**Source material:**
-- Opening Marker --
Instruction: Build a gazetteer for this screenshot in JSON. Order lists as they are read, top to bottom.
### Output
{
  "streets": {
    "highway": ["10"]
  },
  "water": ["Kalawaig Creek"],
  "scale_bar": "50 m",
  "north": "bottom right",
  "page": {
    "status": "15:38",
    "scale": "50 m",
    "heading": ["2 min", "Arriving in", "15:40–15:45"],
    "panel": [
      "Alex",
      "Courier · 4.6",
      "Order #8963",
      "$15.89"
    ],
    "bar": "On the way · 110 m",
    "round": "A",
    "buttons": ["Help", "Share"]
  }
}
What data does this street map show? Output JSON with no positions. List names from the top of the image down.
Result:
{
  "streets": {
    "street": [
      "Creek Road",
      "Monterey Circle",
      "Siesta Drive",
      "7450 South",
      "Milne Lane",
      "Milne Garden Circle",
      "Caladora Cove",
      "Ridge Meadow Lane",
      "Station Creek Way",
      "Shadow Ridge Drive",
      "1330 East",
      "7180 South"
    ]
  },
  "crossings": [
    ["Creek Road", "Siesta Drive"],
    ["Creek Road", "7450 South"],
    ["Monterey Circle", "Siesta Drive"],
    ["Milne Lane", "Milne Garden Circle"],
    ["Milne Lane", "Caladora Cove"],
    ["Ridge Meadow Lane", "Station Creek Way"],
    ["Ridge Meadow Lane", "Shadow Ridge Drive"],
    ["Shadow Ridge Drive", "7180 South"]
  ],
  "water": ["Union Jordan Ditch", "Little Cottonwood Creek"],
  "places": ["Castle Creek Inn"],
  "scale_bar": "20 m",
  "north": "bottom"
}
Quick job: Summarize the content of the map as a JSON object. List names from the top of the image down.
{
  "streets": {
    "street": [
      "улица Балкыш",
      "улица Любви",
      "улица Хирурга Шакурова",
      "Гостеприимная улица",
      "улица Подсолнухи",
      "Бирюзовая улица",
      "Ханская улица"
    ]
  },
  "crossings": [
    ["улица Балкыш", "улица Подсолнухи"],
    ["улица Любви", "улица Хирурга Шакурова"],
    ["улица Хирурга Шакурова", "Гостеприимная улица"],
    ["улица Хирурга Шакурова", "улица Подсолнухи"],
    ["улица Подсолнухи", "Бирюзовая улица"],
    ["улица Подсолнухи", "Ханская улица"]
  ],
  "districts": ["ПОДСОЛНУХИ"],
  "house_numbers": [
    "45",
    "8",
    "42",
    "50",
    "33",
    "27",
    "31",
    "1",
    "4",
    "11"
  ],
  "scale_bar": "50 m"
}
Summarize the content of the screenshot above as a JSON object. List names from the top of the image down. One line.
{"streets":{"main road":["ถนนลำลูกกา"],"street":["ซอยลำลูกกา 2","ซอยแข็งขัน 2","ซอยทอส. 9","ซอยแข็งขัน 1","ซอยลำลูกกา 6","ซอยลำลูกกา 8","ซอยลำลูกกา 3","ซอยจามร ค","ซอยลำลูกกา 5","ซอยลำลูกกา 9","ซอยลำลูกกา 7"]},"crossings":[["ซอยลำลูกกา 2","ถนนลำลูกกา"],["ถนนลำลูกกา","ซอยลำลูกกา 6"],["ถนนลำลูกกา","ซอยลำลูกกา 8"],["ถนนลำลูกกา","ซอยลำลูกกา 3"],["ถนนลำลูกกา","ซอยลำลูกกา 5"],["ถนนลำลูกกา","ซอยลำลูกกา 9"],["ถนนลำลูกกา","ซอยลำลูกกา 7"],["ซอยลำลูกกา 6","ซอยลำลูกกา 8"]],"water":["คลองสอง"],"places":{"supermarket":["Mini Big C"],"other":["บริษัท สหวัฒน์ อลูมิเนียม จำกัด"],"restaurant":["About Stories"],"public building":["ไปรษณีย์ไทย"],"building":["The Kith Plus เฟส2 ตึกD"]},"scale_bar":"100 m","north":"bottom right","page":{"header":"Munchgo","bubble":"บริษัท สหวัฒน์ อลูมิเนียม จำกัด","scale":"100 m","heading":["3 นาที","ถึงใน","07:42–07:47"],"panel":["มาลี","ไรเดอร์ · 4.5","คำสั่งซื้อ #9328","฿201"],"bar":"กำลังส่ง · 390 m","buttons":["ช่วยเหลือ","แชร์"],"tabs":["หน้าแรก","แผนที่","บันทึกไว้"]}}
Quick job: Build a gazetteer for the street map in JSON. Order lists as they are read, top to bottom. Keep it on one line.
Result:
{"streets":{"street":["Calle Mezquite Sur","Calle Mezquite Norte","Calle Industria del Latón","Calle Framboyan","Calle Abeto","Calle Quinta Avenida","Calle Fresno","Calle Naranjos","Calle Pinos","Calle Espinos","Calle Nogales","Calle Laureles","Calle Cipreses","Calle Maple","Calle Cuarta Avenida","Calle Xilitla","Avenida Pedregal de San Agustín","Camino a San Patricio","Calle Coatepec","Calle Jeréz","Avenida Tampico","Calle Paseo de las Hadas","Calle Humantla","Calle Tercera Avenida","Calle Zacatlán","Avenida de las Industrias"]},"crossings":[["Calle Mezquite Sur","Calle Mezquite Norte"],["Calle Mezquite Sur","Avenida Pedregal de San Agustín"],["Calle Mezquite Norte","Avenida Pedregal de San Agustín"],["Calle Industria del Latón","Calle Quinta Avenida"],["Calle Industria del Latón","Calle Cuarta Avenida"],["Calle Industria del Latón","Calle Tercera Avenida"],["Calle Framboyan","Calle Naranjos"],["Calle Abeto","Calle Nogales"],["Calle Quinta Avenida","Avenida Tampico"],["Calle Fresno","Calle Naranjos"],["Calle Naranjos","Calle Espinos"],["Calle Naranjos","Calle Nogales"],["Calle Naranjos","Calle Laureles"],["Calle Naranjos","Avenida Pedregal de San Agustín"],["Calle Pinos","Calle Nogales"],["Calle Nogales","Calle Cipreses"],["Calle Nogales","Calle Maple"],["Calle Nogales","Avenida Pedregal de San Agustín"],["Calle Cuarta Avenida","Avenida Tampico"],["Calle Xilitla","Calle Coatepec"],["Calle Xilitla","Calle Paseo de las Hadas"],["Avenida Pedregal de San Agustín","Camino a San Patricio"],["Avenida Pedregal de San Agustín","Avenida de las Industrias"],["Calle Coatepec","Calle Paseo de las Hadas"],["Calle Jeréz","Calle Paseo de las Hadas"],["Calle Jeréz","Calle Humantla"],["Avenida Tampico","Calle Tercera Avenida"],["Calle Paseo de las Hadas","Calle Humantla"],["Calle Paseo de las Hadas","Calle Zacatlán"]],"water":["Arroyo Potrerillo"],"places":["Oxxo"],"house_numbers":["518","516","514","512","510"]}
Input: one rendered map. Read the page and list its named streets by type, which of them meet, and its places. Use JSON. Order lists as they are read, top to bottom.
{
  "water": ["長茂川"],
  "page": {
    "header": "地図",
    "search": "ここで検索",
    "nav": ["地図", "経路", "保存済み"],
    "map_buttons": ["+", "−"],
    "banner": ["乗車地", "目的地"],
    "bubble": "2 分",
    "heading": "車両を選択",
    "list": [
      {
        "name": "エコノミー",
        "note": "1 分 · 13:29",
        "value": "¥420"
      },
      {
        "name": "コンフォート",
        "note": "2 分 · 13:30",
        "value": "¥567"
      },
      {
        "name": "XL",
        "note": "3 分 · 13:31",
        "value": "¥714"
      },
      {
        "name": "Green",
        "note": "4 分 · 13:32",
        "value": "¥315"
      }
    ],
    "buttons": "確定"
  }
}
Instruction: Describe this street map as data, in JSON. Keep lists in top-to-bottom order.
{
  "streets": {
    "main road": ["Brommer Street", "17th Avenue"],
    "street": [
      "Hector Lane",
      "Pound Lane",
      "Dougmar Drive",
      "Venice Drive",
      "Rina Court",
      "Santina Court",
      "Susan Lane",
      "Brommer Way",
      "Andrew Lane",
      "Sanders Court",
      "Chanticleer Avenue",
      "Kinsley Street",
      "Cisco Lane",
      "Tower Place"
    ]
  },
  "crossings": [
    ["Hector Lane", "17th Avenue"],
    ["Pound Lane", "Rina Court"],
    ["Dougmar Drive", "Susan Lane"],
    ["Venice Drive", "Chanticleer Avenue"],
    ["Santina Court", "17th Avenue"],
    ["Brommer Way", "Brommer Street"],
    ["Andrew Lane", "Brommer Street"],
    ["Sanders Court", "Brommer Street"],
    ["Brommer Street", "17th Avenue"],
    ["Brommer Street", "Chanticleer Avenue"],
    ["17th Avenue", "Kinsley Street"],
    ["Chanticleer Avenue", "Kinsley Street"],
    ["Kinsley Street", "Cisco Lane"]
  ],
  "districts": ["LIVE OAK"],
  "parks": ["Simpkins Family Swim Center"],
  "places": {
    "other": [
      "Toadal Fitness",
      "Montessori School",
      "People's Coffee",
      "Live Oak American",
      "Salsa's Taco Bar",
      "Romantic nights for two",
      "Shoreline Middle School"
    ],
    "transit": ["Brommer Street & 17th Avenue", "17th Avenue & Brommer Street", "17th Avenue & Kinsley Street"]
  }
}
-- Closing Marker --
**Brief:** Based on the entries above, please count how many lines contain the string "Monterey", and reply with the figure only.

**Exercise response:** 2